[LISTED ENTRIES]:
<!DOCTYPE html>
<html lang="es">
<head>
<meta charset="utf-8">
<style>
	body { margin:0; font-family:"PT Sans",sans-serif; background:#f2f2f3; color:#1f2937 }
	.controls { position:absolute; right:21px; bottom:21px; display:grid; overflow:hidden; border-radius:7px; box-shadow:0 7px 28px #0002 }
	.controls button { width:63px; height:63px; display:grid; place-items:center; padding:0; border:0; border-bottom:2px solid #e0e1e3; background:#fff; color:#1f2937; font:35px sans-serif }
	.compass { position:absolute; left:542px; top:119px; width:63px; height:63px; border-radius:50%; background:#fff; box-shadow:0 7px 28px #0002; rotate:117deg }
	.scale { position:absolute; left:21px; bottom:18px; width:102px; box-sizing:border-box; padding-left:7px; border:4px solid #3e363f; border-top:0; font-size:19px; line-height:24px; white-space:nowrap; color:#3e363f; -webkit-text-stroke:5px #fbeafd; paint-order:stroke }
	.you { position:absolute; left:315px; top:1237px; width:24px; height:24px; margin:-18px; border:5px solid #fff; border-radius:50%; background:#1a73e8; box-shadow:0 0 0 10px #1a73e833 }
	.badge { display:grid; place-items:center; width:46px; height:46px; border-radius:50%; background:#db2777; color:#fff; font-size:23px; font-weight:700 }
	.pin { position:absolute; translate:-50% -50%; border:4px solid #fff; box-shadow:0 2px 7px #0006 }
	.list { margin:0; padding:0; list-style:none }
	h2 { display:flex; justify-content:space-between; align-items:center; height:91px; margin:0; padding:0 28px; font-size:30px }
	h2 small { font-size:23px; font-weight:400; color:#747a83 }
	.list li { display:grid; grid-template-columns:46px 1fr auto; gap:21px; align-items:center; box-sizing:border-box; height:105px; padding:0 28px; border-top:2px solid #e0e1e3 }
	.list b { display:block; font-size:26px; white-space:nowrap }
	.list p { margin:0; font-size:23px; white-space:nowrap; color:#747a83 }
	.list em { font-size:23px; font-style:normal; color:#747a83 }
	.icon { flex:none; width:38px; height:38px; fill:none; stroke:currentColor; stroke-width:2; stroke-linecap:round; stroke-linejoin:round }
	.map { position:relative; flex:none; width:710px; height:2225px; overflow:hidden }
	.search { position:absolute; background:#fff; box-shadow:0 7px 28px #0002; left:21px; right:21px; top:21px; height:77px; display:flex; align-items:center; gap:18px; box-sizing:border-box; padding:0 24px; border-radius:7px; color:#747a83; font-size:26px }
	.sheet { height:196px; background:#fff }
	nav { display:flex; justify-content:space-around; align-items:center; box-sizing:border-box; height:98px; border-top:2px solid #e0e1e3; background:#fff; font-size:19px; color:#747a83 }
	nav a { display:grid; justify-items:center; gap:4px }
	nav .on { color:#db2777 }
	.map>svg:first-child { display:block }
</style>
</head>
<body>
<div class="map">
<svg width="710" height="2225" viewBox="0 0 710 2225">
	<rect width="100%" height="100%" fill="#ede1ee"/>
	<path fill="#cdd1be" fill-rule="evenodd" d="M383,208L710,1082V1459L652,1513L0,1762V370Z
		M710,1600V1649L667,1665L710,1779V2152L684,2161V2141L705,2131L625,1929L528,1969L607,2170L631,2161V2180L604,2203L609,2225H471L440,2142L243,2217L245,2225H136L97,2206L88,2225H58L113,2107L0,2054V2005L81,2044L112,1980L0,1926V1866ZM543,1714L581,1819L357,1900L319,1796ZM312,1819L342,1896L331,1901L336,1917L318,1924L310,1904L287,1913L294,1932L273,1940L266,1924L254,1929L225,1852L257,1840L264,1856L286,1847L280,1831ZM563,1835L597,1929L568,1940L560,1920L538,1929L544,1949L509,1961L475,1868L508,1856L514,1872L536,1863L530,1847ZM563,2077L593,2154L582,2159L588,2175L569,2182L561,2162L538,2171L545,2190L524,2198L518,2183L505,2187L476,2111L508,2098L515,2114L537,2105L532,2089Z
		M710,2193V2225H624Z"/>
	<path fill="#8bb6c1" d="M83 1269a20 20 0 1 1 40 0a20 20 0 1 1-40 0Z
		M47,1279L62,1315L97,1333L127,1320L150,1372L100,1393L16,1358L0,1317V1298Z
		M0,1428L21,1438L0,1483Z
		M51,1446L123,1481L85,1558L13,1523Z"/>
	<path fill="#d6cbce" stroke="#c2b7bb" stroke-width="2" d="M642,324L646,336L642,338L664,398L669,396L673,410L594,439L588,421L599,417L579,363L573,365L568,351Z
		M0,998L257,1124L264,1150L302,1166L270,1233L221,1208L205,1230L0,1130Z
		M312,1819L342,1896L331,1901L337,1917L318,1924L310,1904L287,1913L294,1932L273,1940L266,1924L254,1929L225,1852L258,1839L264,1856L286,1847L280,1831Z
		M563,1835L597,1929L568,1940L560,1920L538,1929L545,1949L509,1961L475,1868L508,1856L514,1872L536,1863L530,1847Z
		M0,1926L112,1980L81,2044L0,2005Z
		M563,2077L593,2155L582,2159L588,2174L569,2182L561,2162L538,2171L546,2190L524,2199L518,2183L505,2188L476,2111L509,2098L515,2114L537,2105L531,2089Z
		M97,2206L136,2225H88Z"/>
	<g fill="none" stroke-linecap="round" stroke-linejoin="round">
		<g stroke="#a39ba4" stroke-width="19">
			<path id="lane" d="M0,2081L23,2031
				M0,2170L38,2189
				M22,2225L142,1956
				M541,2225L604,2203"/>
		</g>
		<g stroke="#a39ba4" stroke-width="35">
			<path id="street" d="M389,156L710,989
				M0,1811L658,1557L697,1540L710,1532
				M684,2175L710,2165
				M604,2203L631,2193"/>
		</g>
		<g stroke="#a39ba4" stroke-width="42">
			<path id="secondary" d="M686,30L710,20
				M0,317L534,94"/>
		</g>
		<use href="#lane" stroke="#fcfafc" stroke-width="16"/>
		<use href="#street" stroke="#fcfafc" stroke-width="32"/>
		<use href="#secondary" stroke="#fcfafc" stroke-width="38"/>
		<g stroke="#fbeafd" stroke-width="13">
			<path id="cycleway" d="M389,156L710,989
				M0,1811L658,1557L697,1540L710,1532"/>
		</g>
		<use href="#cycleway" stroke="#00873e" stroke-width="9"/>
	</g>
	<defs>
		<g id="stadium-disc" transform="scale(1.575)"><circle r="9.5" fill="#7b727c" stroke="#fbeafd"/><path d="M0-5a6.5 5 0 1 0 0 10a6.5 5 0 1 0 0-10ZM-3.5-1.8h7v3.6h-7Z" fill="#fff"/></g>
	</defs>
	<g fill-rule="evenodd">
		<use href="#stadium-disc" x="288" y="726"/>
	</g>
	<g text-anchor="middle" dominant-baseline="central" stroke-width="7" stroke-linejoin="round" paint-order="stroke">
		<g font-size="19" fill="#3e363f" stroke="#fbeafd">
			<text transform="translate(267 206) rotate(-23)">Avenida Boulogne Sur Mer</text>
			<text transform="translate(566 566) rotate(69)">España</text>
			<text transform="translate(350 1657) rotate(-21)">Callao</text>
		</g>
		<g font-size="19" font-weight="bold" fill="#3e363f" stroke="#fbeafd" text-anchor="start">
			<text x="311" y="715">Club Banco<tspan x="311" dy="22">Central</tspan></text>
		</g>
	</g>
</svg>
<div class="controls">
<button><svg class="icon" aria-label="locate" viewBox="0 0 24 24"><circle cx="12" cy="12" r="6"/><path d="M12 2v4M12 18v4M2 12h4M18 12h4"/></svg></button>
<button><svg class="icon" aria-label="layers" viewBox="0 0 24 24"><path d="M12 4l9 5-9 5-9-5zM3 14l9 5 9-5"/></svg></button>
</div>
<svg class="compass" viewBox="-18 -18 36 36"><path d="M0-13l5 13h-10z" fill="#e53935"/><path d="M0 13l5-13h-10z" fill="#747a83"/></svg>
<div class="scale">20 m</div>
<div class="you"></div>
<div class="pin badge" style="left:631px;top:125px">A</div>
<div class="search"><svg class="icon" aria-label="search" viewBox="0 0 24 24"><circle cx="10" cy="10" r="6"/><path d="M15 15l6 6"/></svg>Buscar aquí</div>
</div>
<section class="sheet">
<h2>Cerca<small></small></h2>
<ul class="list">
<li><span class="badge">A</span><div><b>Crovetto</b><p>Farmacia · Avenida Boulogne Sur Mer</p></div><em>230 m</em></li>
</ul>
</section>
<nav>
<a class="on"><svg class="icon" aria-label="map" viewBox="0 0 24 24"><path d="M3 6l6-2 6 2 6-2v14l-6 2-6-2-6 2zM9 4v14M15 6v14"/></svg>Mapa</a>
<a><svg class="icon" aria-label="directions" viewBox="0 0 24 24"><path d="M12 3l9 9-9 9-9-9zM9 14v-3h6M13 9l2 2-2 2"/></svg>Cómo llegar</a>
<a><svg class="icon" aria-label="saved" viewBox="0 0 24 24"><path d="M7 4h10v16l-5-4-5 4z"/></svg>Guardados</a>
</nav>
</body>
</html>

[ASSIGNMENT]:
Count the lines in the entries that hold the word "compass", and give nothing but the total.

[TASK SOLUTION]:
2